New policies for cryptocurrency exchanges developed by Malaysia’s central bank have gone into effect.
Bank Negara Malaysia announced Tuesday that its “Anti-Money Laundering and Counter Financing of Terrorism Policy for Digital Currencies” is now the law of the land. As outlined in the published policy documentation, the rules will apply to all activities performed by cryptocurrency exchanges that offer both fiat-to-crypto and crypto-to-crypto trading services.
The move follows months of public consultation on the issue. In December, officials from the central bank published draft rules which were then opened up for input to industry stakeholders.

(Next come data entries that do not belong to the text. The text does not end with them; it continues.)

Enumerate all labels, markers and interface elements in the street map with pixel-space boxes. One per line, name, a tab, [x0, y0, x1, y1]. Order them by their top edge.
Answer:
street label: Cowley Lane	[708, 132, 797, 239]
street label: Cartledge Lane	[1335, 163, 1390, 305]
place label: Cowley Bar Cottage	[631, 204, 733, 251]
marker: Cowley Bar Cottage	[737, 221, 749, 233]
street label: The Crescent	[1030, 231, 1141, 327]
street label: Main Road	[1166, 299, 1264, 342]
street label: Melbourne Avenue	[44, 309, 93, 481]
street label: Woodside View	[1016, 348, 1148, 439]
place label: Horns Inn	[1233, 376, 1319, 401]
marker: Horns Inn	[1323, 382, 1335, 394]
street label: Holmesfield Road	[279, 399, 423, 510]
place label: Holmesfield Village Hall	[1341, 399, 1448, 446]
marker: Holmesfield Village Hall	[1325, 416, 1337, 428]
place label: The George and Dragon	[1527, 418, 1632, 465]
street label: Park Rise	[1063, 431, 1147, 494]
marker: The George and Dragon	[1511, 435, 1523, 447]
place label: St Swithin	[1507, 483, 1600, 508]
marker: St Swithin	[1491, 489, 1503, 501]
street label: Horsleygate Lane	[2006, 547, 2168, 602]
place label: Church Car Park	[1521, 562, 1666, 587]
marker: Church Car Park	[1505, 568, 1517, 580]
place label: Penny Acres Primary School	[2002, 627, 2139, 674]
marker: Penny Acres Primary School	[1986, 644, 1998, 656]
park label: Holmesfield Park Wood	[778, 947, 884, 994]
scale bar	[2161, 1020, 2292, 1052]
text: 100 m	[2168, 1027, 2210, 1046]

Officials began speaking publicly about the framework as far back as November, as reported at the time.
At its heart, the policy requires that exchanges be more diligent about checking and collecting information about the customers who are using their trading platforms, according to the text released Tuesday.
“Reporting institutions are required to conduct customer due diligence on all customers and the persons conducting the transaction when the reporting institution establishes business relationship with customer and when the reporting institutions have any suspicion of money laundering or terrorism financing,” the policy document states.
Specific pieces of data required include the customer’s full name, their address and date of birth, as well as information about the purpose of their transactions.
Still, the central bank stressed that Tuesday’s release doesn’t represent any kind of endorsement from them – nor does it mean that officials are moving to consider cryptocurrencies a form of legal tender in Malaysia.
“Members of the public are advised to carefully evaluate the risks associated with dealings in digital currencies,” the central bank said.